Updated: Dec 22, 2019
$13 Trillion is the amount of inventory currently sitting in various stages around the world. As we used to say, "that’s a lot of bread, Fred." It’s more than the GDP of Japan, Germany, and the United Kingdom, combined. On a global GDP, or output basis, this amount of inventory represents about six turns per year (turns would be considerably lower for just the goods-producing and goods-selling part of GDP; see the world-as-a-supply chain infographic). Reducing global inventory by 10% could free up $1.3T in cash that could be used for investment in new plants, equipment, technologies, and infrastructure. This amount of investment could help with the global productivity problem (a topic for another day). These are dial-moving numbers for humanity and one of the reasons supply chain management has moved from the backwaters of business to front-and-center over the course of the past fifty years.
The question is: is this too much inventory? Lean doctrine says that inventory is evil, but the real answer is more nuanced. It’s more as Larry Lapide used to describe it: inventory is like cholesterol – there is good inventory and bad inventory. Good inventory is at the right place, right time, and right quantity to satisfy demand; bad inventory languishes, taking up space, and is ultimately marked down or written off. Enterprises want to reduce bad inventory, increase good inventory, and lower overall inventory. Nowhere is this problem more prevalent today than in the retail sector, where there is a lot of inventory in bad locations (retail stores), where consumers are spending less and less time.
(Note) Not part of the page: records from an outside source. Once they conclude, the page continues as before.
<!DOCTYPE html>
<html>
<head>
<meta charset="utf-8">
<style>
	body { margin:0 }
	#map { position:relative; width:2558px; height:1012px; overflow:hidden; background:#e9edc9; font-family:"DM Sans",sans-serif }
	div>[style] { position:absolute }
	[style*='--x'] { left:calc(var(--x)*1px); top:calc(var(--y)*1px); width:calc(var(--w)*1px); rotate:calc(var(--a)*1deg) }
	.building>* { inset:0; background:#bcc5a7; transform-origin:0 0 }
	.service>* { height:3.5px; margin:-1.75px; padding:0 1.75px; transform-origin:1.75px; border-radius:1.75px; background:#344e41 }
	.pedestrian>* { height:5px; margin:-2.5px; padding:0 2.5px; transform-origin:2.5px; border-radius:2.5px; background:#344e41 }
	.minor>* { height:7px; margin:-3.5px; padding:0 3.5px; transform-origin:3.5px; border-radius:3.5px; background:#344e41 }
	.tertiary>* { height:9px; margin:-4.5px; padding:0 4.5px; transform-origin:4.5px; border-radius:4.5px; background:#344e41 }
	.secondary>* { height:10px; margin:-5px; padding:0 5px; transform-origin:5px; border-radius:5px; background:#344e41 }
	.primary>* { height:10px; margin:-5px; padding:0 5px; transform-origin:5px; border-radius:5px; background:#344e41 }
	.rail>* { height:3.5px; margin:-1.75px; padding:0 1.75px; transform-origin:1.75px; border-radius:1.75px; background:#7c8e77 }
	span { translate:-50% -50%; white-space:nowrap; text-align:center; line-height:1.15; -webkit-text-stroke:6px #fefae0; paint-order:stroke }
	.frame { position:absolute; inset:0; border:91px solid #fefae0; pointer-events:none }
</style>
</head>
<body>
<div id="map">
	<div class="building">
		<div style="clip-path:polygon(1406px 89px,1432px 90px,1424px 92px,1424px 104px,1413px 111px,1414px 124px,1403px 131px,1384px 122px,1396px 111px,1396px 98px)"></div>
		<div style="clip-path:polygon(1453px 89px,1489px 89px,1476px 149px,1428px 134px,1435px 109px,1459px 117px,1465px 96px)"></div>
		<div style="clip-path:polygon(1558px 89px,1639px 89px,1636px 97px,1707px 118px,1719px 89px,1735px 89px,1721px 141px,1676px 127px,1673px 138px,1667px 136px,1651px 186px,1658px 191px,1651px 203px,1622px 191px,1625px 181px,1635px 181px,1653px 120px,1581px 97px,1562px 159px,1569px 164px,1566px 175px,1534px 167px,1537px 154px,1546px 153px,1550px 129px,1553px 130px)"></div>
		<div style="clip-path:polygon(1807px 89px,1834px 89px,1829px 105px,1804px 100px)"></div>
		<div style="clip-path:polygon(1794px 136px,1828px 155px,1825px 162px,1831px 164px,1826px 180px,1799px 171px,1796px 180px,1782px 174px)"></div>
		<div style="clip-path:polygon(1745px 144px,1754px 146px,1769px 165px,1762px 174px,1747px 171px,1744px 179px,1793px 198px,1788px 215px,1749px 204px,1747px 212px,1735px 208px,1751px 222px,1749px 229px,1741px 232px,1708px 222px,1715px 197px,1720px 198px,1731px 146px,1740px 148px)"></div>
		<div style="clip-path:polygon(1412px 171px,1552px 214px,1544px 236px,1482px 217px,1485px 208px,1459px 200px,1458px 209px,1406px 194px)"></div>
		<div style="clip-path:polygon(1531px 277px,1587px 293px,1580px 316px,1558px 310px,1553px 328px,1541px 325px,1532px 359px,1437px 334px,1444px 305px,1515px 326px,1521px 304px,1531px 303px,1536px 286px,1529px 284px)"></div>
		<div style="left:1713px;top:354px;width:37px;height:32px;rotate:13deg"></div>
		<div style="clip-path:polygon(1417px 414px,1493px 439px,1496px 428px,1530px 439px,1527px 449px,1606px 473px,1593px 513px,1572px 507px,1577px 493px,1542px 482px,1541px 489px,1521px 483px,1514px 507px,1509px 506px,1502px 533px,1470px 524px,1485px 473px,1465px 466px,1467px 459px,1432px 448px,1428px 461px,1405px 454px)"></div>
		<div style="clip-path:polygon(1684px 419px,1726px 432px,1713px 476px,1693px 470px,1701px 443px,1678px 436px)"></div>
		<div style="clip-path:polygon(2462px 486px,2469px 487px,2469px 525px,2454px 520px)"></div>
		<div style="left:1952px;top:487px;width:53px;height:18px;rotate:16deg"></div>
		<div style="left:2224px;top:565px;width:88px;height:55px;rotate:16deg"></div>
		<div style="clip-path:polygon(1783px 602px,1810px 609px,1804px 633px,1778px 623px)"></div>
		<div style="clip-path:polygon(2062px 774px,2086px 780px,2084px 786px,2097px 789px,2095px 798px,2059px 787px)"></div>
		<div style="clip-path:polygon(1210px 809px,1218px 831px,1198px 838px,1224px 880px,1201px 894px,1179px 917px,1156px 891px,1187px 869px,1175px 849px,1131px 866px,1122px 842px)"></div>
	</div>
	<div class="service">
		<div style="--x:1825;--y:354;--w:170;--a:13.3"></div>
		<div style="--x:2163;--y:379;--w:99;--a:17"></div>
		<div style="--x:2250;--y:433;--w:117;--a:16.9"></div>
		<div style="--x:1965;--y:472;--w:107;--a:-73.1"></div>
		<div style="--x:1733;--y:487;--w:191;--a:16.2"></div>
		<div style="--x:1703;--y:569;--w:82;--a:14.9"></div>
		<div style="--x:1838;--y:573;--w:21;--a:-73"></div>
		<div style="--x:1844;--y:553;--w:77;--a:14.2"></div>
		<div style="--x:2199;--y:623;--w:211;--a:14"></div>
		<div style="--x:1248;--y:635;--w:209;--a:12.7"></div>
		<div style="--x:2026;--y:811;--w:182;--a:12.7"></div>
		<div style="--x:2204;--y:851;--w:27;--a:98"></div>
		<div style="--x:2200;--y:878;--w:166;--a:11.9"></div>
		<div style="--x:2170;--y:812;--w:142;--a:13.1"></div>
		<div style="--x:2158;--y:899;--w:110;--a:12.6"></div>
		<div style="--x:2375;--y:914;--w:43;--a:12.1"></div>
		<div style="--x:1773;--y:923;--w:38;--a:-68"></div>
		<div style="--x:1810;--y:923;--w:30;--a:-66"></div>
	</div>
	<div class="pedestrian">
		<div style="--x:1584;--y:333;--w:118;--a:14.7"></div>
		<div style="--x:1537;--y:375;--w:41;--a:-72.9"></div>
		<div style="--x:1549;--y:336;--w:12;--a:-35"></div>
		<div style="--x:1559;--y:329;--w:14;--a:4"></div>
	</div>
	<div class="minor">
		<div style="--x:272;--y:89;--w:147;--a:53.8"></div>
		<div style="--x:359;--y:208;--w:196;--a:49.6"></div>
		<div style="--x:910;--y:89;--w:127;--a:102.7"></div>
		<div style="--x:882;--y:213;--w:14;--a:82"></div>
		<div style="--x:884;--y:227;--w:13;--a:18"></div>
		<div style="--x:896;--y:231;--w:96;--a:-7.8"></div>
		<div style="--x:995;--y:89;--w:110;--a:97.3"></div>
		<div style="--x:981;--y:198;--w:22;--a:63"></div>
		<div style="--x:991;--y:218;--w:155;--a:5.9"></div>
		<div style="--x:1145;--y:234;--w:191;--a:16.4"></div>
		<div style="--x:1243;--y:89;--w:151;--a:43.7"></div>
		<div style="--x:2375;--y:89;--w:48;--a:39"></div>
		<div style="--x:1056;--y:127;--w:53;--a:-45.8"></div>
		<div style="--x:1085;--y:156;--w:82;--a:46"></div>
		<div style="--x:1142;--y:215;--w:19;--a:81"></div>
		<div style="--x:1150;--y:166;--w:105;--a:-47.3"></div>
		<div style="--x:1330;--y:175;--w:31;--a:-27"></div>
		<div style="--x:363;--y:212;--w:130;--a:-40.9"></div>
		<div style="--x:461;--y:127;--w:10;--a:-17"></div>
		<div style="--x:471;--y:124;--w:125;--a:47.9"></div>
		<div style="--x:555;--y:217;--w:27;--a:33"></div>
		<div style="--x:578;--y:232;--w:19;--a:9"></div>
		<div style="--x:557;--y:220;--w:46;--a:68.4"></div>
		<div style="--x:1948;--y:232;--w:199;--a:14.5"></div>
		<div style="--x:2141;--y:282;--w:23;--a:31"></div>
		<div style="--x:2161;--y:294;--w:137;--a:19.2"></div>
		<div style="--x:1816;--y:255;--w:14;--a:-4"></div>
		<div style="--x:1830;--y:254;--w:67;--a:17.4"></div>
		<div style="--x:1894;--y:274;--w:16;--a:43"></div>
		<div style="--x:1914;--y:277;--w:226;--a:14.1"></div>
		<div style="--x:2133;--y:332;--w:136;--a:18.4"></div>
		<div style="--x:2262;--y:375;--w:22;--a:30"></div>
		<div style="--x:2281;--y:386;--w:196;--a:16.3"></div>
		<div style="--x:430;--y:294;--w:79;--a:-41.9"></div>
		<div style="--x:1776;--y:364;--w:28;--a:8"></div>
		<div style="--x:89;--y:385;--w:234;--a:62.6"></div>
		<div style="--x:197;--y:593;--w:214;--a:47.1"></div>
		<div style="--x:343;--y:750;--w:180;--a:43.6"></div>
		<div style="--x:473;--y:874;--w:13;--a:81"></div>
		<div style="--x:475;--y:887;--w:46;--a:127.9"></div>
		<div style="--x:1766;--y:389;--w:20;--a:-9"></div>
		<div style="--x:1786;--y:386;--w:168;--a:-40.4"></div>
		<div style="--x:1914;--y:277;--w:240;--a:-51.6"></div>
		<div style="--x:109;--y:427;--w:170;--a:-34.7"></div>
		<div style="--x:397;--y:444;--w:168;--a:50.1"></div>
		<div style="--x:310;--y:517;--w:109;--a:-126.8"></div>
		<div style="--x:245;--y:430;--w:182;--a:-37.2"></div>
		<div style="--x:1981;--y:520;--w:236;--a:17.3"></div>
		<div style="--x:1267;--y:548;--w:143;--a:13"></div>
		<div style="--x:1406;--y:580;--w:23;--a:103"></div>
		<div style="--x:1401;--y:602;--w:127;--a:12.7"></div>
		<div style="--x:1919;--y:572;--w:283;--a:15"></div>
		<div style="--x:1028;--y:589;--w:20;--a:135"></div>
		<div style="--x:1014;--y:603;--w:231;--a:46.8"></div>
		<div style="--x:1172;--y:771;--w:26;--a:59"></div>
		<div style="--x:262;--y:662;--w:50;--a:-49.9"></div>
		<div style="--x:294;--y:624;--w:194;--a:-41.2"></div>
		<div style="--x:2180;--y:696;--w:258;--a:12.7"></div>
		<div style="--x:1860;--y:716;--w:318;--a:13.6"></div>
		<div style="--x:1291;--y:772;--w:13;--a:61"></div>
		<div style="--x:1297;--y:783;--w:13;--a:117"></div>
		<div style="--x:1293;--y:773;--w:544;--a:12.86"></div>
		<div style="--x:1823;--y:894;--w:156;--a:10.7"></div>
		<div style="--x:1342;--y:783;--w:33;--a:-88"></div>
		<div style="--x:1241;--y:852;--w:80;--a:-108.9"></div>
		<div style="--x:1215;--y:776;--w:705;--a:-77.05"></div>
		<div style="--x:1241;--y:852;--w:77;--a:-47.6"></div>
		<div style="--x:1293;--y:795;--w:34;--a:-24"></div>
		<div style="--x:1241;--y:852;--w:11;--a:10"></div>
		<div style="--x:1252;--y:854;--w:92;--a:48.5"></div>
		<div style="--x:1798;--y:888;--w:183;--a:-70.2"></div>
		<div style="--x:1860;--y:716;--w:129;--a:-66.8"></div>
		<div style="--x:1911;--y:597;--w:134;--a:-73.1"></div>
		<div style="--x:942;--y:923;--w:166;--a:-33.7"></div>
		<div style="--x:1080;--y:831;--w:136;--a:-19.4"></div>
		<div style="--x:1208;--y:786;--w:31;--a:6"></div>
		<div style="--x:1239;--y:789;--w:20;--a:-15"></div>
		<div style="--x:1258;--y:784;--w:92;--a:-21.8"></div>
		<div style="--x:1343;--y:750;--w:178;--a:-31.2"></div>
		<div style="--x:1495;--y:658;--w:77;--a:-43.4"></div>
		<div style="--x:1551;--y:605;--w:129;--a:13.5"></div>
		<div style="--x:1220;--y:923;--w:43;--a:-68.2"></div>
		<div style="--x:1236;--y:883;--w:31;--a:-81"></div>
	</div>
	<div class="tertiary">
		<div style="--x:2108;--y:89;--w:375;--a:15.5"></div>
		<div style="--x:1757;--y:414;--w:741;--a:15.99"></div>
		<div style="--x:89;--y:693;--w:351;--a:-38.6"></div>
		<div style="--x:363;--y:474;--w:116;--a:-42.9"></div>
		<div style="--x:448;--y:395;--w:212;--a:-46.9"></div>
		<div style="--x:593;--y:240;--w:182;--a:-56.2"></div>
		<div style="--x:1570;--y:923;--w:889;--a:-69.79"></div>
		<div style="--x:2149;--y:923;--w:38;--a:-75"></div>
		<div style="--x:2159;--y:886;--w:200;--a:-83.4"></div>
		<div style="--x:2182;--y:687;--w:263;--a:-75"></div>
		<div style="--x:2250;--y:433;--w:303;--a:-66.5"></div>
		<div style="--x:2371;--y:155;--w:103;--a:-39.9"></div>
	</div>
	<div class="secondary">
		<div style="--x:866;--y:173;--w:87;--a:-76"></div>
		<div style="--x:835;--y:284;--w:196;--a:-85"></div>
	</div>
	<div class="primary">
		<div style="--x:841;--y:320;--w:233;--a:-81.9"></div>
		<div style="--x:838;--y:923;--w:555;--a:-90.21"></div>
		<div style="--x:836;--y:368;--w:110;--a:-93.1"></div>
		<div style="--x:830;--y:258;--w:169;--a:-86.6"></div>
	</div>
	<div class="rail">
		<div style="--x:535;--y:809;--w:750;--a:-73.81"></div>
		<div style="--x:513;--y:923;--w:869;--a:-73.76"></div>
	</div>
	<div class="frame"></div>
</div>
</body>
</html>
Companies have invested heavily over the course of the past thirty years to lower inventories. Has this investment significantly lowered overall inventories? The short answer is no. The longer answer is more complex. One of the characteristics of mature economies that has a significant impact on the management of supply chains is choice – consumers have a dizzying array of products available to them for just about every conceivable need. A negative search on Amazon reveals 572M products available for sale (in a testament to the power of postponement, a typical Walmart store carries between 100K and 150K SKUs). This power of choice figures prominently in all matters associated with supply chain management and drives the need for sophisticated decision making in order to maintain and grow profitability. We will further explore these concepts in future articles.